In Roadrunner, the recently released documentary about the life and tragic death of Anthony Bourdain, he narrates an email sent to a friend in which he says “…and my life is sort of shit now. You are successful, and I am successful, and I’m wondering: Are you happy?” Bourdain’s voice is featured throughout the film, but these three lines of dialogue were particularly unique, because they were in fact never spoken by the late chef and travel documentarian. The documentary’s director Morgan Neville had contracted an AI company and supplied it with dozens of hours of Bourdain speaking, who then used them to create these three lines of dialogue.
In addition to this, it was not until he was featured in a New Yorker article that this information came to light. In the article, he told the interviewer that there were three lines of dialogue that he wanted Bourdain’s voice to orate, but he couldn’t find previous audio to string together or make work otherwise. While it is becoming increasingly known that documentary filmmakers are often offering their viewers their own “creative interpretation of reality”, there is still a widespread perception that the non-fiction nature of documentaries mean they can be seen as accurate representations of “the truth.” Bourdain did say those words in an email, but can it be considered “truth” if he never actually spoke them outloud?
This is just one example illustrating the brave new world we must navigate as the artificial intelligence that is bringing about massive progress is also increasingly blurring the lines between fact and fiction, but it certainly doesn’t stop with voices. If you noticed Tom Cruise acting pretty strange on TikTok earlier this year, biting into a bubblegum lollipop or showing off a coin trick, then you experienced the work of visual and AI effects artist Chris Umé and actor Miles Fisher. Fisher acted as a Cruise stand-in for Umé, who used artificial intelligence technology to merge Cruise’s face with Fisher’s body in the video. But don’t think that this is something only achievable by high-level tech gurus –– the app Reface allows anybody with a smartphone to accomplish the exact same thing (albeit with less finesse and accuracy.) After having been released just over a year ago, the face-swap app recently grabbed $5.5 million in a seed round from the Silicon Valley venture firm Andreessen Horowitz.

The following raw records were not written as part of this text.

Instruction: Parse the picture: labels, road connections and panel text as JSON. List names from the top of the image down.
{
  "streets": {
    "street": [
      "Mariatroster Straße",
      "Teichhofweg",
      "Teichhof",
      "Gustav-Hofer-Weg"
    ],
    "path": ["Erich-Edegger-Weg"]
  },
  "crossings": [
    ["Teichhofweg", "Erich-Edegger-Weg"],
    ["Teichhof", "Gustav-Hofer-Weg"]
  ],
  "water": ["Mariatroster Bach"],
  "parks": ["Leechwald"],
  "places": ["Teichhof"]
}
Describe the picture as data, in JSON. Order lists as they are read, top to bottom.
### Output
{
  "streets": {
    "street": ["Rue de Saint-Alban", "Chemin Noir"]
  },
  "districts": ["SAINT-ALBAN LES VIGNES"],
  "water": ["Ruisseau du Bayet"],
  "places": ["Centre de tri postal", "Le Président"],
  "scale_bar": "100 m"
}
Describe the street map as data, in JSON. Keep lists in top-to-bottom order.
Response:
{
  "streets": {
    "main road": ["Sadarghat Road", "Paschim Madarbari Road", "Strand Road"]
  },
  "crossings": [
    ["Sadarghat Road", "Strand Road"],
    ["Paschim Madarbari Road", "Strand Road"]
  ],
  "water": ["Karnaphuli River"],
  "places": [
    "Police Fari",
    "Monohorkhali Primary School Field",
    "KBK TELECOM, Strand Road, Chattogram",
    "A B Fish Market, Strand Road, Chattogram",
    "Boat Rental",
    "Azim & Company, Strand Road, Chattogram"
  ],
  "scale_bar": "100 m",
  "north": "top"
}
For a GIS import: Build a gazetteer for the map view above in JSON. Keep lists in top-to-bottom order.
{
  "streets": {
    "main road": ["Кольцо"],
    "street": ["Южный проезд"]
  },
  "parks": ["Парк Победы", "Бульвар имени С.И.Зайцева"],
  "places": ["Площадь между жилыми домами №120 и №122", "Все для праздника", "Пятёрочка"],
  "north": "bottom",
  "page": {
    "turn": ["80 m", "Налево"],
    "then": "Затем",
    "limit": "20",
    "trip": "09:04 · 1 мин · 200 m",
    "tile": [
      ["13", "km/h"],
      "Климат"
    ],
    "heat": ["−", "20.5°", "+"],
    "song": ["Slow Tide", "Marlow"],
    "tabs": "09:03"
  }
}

While it may be fun (and frankly hilarious) to see your face on Jack Sparrow’s body, running across the beach in a way that only Johnny Depp can fully encapsulate, “deepfakes” have the potential to pose an existential threat to the world. Deepfakes “may very well prove to be the biggest and most disruptive deep learning technology yet, the coming impacts of which nobody is currently equipped to deal with,” said Richard DeVaul, a research scientist who has decades of experience within the evolving tech sector including time as innovation leader and director of engineering at Google’s research and development facility X Development (then known as Google X).
According to DeVaul, he isn’t the only one who is concerned about what the future holds with deepfake technology. The Bulletin of Atomic Scientists, who maintain the internationally recognized Doomsday Clock which serves as a metaphor for threats to humanity from unchecked scientific and technical advances, recently announced that deepfakes were one of the factors that set the hands of the clock to just 100 seconds before midnight, meaning the world is closer to a global catastrophe than ever before.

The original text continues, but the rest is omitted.